■ **Exercise description**
Omit the pictures and print exactly the lines of the listing below, starting at the first and ending at the line containing "filter:drop-shadow(0 0 1px".

■ **Information supplied**
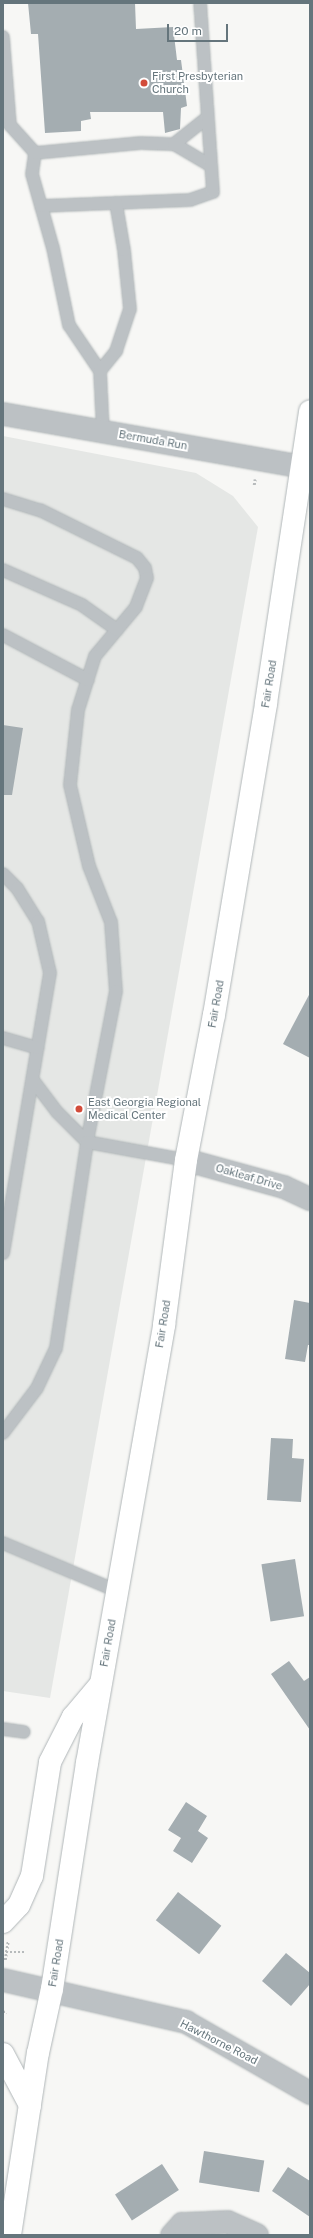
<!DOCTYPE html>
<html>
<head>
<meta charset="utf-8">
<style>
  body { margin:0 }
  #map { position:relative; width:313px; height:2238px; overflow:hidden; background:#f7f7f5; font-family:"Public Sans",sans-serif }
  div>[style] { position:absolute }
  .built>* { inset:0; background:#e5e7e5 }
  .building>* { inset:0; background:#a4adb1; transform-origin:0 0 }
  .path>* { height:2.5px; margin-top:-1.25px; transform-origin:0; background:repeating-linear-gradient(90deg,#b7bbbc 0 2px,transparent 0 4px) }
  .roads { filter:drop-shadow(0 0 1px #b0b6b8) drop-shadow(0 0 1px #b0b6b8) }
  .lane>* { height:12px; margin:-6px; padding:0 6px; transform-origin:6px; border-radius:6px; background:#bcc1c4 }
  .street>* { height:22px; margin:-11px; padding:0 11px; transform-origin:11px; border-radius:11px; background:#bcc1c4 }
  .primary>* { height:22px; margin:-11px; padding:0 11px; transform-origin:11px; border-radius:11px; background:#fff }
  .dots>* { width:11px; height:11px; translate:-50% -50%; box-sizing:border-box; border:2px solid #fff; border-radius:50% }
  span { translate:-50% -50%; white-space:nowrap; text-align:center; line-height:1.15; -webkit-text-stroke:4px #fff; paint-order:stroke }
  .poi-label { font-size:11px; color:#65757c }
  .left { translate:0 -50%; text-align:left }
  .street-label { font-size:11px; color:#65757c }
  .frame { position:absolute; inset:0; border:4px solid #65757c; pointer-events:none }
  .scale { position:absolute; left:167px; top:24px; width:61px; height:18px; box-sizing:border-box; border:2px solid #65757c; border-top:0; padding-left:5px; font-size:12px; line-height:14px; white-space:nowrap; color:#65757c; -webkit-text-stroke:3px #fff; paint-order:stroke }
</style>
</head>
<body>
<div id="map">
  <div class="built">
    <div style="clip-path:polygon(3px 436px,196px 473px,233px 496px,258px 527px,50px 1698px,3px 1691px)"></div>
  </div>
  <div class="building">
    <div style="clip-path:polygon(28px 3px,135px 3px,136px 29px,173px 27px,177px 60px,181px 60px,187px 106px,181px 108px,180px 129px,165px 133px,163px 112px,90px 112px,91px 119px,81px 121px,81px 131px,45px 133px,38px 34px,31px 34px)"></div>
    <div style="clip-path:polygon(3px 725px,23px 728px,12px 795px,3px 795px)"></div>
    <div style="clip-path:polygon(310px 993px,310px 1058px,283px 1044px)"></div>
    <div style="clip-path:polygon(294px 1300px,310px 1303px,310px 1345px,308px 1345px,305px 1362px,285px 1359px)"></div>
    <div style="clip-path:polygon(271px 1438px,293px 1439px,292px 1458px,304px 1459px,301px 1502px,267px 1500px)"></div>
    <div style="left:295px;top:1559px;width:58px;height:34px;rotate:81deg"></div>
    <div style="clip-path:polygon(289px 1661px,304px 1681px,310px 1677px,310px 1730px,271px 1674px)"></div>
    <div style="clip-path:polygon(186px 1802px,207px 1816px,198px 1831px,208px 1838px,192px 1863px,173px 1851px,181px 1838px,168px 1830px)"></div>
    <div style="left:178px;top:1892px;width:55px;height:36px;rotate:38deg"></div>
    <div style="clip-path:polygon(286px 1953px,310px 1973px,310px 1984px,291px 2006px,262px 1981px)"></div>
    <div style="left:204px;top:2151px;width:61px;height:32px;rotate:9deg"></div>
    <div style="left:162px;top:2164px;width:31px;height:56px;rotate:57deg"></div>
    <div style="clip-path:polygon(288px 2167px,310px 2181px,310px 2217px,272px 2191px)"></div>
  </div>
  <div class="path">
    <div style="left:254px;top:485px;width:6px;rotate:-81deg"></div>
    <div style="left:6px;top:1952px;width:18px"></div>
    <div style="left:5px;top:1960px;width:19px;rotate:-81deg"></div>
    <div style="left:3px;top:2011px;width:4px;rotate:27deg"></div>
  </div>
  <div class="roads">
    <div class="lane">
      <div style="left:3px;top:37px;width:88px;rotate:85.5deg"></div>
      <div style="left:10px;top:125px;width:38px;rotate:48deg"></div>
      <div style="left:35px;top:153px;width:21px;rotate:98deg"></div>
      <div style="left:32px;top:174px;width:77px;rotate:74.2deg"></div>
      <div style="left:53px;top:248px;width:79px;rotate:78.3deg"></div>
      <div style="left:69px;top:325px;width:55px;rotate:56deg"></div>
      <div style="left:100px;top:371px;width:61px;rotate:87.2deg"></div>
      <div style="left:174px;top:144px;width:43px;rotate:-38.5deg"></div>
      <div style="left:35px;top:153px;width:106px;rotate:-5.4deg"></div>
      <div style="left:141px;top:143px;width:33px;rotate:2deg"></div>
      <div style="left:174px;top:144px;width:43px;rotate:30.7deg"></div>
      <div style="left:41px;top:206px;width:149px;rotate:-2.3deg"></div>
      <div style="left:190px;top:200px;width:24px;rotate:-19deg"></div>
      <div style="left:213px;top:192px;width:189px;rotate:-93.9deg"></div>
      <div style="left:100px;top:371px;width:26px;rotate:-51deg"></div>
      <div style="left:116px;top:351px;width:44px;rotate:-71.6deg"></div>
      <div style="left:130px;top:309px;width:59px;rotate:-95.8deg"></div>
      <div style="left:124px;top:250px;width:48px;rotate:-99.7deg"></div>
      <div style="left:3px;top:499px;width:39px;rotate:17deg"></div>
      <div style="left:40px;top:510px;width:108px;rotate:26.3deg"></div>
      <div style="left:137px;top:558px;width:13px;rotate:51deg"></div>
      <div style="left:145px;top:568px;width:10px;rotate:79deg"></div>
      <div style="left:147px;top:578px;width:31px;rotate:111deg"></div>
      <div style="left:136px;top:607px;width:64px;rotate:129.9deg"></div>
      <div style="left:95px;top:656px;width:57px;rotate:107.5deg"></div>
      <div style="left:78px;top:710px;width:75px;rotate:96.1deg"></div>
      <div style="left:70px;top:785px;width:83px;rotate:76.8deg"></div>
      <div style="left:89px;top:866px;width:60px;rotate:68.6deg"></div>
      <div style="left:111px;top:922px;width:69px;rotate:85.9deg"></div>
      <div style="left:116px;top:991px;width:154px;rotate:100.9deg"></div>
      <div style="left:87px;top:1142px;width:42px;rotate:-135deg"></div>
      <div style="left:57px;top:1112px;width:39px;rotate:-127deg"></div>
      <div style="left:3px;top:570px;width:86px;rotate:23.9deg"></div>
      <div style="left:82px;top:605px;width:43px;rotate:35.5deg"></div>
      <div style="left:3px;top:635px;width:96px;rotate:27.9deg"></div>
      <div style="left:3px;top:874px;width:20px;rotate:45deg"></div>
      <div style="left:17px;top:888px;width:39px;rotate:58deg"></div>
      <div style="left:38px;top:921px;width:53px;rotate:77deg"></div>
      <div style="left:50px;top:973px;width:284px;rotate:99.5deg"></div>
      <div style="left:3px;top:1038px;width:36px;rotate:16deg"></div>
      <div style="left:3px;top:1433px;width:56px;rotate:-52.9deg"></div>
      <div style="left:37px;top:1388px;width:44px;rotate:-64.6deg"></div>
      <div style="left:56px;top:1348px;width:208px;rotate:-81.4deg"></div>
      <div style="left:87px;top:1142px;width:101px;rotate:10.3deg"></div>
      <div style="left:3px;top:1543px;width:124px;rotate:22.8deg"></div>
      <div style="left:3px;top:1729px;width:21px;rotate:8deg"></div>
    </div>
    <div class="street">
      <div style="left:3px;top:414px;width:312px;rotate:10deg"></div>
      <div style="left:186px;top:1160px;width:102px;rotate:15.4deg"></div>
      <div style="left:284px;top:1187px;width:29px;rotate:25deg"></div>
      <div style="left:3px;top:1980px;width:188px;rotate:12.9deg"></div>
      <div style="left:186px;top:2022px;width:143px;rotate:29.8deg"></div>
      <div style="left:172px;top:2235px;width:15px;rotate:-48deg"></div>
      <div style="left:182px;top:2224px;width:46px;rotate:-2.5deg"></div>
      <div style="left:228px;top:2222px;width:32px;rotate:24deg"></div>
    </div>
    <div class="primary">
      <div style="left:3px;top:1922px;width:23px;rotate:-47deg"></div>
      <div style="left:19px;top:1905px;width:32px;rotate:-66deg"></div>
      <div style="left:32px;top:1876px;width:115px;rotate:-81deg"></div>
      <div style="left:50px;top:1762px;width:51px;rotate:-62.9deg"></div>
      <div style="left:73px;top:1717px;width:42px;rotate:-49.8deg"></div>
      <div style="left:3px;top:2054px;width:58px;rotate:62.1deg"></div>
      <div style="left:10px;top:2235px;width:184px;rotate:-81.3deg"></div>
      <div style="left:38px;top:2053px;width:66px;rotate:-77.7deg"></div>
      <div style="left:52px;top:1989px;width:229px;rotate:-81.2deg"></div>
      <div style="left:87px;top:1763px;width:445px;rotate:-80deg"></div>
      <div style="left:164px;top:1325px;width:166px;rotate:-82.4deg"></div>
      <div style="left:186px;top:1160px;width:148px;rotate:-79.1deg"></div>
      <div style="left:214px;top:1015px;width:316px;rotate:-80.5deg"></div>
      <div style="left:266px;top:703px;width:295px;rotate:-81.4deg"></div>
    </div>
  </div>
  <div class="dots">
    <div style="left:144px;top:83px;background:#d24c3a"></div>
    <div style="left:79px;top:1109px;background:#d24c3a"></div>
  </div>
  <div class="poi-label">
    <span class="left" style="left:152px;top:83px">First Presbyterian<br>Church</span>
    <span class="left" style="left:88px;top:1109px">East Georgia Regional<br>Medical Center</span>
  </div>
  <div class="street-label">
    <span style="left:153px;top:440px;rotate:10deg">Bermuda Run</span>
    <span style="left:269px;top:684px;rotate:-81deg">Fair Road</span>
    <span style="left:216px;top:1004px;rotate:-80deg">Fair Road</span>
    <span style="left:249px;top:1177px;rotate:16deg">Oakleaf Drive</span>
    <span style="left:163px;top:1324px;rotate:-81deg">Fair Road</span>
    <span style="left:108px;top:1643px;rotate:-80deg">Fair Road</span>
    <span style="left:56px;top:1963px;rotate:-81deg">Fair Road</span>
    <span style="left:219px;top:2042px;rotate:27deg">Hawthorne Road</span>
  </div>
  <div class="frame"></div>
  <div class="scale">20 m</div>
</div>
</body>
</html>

■ **Worked solution**
<!DOCTYPE html>
<html>
<head>
<meta charset="utf-8">
<style>
  body { margin:0 }
  #map { position:relative; width:313px; height:2238px; overflow:hidden; background:#f7f7f5; font-family:"Public Sans",sans-serif }
  div>[style] { position:absolute }
  .built>* { inset:0; background:#e5e7e5 }
  .building>* { inset:0; background:#a4adb1; transform-origin:0 0 }
  .path>* { height:2.5px; margin-top:-1.25px; transform-origin:0; background:repeating-linear-gradient(90deg,#b7bbbc 0 2px,transparent 0 4px) }
  .roads { filter:drop-shadow(0 0 1px #b0b6b8) drop-shadow(0 0 1px #b0b6b8) }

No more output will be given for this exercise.